PROBLEM DETAILS:
Output the entries exactly as they appear. Pictures should not be included.
====================
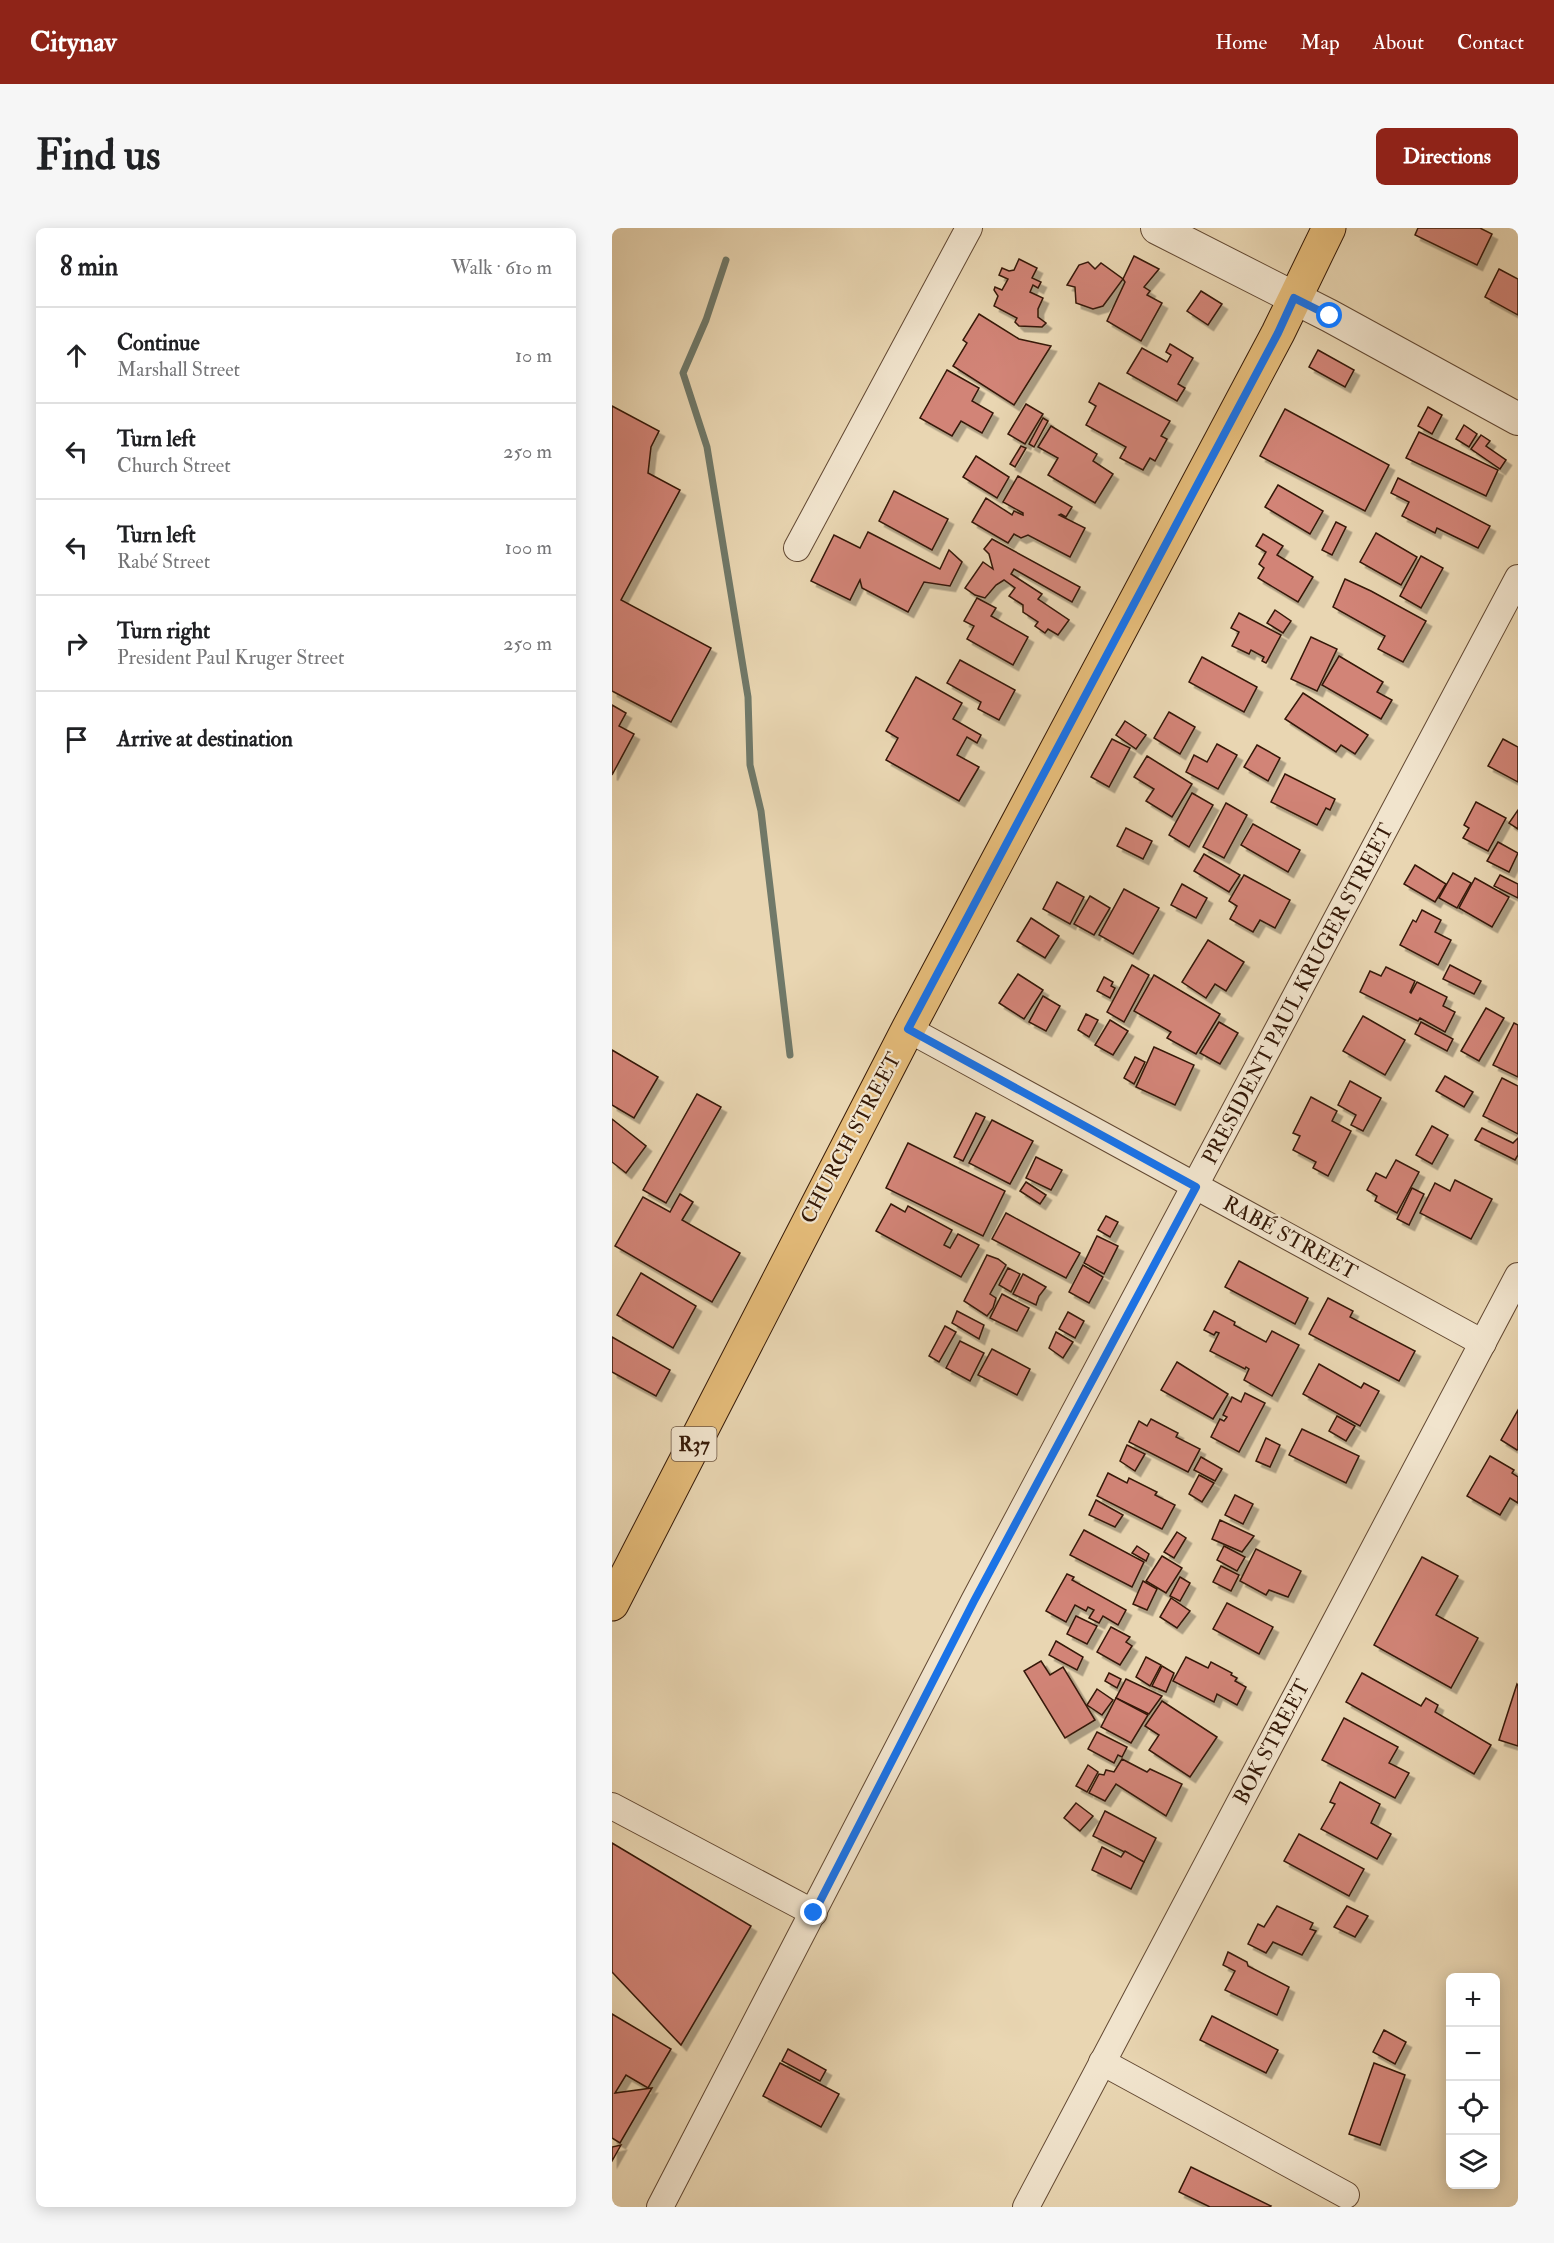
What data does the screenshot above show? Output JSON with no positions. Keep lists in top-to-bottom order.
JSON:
{
  "streets": {
    "main road": ["CHURCH STREET", "R37"],
    "street": ["PRESIDENT PAUL KRUGER STREET", "RABÉ STREET", "BOK STREET"]
  },
  "crossings": [
    ["PRESIDENT PAUL KRUGER STREET", "RABÉ STREET"],
    ["CHURCH STREET", "RABÉ STREET"],
    ["RABÉ STREET", "BOK STREET"]
  ],
  "page": {
    "header": "Citynav",
    "nav": [
      "Home",
      "Map",
      "About",
      "Contact"
    ],
    "buttons": "Directions",
    "title": "Find us",
    "heading": ["8 min", "Walk · 610 m"],
    "list": [
      ["Continue", "Marshall Street", "10 m"],
      ["Turn left", "Church Street", "250 m"],
      ["Turn left", "Rabé Street", "100 m"],
      ["Turn right", "President Paul Kruger Street", "250 m"],
      "Arrive at destination"
    ],
    "map_buttons": ["+", "−"]
  }
}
====================
EXERCISE OUTPUT:
What data does the screenshot above show? Output JSON with no positions. Keep lists in top-to-bottom order.
JSON:
{
  "streets": {
    "main road": ["CHURCH STREET", "R37"],
    "street": ["PRESIDENT PAUL KRUGER STREET", "RABÉ STREET", "BOK STREET"]
  },
  "crossings": [
    ["PRESIDENT PAUL KRUGER STREET", "RABÉ STREET"],
    ["CHURCH STREET", "RABÉ STREET"],
    ["RABÉ STREET", "BOK STREET"]
  ],
  "page": {
    "header": "Citynav",
    "nav": [
      "Home",
      "Map",
      "About",
      "Contact"
    ],
    "buttons": "Directions",
    "title": "Find us",
    "heading": ["8 min", "Walk · 610 m"],
    "list": [
      ["Continue", "Marshall Street", "10 m"],
      ["Turn left", "Church Street", "250 m"],
      ["Turn left", "Rabé Street", "100 m"],
      ["Turn right", "President Paul Kruger Street", "250 m"],
      "Arrive at destination"
    ],
    "map_buttons": ["+", "−"]
  }
}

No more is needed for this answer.